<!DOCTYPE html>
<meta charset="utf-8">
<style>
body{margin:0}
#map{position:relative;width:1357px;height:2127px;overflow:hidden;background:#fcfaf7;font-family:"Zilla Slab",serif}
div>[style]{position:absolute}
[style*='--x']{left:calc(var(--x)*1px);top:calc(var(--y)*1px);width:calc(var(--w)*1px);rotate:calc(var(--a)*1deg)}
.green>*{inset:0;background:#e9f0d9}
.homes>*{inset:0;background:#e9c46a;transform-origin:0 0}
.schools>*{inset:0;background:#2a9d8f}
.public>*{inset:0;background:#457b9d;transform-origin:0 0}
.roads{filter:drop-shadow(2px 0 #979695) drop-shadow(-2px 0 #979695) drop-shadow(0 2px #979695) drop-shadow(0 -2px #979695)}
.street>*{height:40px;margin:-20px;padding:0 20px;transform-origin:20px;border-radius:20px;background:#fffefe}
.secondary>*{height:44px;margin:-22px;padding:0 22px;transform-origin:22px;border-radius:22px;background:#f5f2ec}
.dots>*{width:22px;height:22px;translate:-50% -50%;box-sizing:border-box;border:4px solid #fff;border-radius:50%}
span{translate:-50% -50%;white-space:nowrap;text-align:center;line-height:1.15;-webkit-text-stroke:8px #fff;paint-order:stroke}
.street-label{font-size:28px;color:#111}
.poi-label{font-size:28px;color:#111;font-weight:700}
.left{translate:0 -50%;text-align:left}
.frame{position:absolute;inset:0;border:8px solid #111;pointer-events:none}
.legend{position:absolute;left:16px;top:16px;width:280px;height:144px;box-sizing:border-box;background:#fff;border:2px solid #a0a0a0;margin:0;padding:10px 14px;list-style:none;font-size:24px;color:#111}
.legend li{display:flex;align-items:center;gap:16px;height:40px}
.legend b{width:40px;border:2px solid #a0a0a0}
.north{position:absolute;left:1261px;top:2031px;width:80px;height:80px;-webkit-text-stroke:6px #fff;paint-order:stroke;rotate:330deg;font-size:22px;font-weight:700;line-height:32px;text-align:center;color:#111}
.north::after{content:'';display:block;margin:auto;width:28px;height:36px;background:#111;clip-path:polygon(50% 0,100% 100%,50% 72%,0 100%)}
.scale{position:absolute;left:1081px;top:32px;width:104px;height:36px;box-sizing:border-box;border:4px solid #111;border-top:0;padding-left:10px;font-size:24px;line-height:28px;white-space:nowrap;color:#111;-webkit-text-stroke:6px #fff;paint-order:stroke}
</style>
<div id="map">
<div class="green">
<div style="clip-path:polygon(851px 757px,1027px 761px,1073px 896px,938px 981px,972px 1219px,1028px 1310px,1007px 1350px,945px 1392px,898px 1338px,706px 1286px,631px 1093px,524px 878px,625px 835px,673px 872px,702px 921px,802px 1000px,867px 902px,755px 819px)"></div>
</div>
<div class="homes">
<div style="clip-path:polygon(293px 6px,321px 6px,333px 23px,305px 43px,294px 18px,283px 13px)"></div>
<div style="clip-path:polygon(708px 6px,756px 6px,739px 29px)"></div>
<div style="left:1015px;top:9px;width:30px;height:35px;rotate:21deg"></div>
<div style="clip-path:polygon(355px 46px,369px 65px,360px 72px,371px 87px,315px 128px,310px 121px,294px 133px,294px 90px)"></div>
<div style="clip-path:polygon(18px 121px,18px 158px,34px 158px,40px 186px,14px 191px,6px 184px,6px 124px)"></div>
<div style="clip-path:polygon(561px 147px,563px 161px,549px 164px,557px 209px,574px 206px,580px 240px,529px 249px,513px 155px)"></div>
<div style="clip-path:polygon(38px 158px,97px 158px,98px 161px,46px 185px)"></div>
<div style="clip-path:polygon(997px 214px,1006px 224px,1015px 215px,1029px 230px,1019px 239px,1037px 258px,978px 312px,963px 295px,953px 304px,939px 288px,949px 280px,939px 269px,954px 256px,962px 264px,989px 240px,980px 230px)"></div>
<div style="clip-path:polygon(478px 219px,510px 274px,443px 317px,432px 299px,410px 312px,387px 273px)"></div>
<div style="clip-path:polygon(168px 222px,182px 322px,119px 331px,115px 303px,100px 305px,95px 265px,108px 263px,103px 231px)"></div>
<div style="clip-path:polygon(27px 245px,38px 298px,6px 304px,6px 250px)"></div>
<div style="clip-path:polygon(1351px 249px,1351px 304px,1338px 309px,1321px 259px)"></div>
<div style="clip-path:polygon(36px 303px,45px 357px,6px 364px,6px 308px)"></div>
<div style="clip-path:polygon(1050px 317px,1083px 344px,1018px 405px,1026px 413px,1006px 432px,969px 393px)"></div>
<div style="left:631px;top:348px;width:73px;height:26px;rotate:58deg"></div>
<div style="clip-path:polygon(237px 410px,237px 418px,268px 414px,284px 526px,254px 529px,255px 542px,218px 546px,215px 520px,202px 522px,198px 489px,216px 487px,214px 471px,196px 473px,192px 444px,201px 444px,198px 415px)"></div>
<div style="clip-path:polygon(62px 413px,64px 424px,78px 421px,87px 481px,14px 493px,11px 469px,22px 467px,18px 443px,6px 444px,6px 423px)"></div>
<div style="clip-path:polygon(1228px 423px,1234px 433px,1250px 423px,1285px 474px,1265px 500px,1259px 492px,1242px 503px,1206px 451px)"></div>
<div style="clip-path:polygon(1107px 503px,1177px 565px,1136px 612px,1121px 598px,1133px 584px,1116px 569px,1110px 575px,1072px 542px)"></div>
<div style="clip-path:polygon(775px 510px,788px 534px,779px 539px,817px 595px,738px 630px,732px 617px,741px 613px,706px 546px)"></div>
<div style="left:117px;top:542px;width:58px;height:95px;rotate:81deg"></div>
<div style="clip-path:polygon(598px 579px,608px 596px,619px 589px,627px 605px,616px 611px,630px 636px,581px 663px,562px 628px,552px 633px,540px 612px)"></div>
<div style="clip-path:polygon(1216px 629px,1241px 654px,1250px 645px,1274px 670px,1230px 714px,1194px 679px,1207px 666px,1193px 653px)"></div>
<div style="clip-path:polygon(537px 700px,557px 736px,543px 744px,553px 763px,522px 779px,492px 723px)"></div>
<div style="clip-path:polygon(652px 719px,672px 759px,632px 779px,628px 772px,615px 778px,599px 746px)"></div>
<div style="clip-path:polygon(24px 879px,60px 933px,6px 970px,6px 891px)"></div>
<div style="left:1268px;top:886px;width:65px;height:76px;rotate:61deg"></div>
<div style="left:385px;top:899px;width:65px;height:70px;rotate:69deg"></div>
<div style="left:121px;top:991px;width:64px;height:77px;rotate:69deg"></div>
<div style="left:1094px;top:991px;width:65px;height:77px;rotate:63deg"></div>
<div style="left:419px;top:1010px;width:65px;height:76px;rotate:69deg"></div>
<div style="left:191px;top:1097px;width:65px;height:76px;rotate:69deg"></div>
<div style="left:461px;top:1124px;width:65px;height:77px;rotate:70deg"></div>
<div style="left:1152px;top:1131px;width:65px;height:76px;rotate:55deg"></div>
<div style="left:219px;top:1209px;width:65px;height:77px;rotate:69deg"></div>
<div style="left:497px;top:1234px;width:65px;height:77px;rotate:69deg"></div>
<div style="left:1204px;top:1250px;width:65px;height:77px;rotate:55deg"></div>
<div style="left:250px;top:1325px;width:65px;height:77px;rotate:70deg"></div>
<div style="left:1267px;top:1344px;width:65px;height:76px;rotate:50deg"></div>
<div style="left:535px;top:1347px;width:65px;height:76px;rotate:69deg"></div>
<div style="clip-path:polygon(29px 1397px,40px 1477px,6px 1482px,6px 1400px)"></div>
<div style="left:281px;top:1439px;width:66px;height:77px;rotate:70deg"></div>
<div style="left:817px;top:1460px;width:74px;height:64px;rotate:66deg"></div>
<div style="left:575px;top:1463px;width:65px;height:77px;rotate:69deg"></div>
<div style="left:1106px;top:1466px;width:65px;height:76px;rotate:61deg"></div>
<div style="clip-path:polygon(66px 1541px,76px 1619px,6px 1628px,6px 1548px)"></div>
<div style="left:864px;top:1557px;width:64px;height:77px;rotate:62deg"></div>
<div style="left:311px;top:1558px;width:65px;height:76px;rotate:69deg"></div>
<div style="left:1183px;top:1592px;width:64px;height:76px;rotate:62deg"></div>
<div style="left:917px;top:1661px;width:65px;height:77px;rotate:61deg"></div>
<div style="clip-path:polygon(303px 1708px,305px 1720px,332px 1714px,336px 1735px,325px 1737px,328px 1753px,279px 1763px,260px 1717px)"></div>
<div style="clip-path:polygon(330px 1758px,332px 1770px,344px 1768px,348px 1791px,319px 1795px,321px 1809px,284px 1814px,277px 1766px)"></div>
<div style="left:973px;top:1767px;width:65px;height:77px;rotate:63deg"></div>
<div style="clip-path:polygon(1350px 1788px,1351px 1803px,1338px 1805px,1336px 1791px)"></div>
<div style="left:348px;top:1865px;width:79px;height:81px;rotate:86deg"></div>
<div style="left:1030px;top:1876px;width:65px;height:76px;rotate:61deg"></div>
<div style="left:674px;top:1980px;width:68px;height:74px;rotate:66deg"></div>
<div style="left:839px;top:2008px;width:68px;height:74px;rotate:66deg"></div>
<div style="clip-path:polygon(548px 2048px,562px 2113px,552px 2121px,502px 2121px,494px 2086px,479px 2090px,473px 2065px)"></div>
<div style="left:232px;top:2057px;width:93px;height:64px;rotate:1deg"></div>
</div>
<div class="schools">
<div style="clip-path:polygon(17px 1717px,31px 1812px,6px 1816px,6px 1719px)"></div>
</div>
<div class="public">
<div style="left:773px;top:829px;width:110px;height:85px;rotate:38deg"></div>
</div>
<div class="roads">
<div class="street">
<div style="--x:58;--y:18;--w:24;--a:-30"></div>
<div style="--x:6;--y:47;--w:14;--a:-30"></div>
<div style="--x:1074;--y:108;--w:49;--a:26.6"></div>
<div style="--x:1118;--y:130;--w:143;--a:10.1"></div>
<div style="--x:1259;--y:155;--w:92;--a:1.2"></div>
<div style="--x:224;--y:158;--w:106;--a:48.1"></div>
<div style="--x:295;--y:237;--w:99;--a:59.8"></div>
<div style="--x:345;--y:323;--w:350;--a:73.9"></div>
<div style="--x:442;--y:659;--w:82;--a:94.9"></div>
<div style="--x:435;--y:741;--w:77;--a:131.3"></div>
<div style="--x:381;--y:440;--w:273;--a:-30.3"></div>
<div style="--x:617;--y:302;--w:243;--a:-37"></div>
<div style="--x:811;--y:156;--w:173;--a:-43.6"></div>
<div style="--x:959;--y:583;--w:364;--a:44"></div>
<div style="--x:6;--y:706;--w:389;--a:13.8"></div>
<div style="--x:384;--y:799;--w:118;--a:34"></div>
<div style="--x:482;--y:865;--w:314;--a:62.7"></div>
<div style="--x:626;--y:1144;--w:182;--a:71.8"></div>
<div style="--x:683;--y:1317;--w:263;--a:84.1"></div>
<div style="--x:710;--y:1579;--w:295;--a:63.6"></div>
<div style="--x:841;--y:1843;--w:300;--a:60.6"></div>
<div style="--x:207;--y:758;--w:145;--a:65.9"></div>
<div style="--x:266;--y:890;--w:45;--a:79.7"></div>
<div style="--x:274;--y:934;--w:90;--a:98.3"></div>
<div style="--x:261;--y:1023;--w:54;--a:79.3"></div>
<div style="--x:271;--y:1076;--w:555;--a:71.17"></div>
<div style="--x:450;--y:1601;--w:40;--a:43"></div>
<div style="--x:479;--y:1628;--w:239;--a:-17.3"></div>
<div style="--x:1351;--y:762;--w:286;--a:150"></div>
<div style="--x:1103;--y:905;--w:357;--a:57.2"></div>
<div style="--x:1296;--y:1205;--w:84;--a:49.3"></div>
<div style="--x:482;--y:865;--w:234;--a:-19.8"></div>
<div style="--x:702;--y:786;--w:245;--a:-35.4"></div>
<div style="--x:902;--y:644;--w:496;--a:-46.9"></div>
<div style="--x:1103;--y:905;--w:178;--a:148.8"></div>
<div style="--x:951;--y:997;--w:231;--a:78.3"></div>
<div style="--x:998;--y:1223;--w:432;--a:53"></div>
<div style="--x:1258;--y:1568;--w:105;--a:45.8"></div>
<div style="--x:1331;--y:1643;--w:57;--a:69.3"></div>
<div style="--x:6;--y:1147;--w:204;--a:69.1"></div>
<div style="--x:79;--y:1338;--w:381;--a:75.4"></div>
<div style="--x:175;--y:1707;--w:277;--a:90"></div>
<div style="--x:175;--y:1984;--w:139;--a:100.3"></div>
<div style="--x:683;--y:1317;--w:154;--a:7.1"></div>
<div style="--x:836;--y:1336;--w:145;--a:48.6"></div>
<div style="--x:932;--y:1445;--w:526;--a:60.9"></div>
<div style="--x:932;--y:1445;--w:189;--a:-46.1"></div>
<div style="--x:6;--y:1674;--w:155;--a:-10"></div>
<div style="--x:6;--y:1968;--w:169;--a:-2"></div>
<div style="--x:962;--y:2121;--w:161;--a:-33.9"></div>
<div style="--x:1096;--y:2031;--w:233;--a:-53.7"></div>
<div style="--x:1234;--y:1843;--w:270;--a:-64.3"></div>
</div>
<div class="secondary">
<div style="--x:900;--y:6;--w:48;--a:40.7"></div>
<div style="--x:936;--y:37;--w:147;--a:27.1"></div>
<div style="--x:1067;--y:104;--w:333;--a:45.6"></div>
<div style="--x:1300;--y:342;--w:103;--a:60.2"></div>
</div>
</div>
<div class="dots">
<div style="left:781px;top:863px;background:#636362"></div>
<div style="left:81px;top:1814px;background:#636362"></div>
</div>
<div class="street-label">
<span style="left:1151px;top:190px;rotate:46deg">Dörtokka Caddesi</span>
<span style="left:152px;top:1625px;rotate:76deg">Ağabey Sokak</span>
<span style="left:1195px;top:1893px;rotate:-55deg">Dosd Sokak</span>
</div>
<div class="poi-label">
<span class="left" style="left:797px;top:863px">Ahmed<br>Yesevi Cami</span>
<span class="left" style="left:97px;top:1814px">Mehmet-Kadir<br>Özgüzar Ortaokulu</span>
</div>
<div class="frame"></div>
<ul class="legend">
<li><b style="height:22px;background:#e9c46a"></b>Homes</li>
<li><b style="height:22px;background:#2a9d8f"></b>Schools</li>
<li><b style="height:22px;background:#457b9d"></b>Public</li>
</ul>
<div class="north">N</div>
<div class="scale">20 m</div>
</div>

--------------------------------------------------

• Task directions
Reply with the lines from the first line of the entries through the line that contains "0 #979695) drop-shadow(-2px", repeated exactly with both ends kept, and with nothing else.

• Task result
<!DOCTYPE html>
<meta charset="utf-8">
<style>
body{margin:0}
#map{position:relative;width:1357px;height:2127px;overflow:hidden;background:#fcfaf7;font-family:"Zilla Slab",serif}
div>[style]{position:absolute}
[style*='--x']{left:calc(var(--x)*1px);top:calc(var(--y)*1px);width:calc(var(--w)*1px);rotate:calc(var(--a)*1deg)}
.green>*{inset:0;background:#e9f0d9}
.homes>*{inset:0;background:#e9c46a;transform-origin:0 0}
.schools>*{inset:0;background:#2a9d8f}
.public>*{inset:0;background:#457b9d;transform-origin:0 0}
.roads{filter:drop-shadow(2px 0 #979695) drop-shadow(-2px 0 #979695) drop-shadow(0 2px #979695) drop-shadow(0 -2px #979695)}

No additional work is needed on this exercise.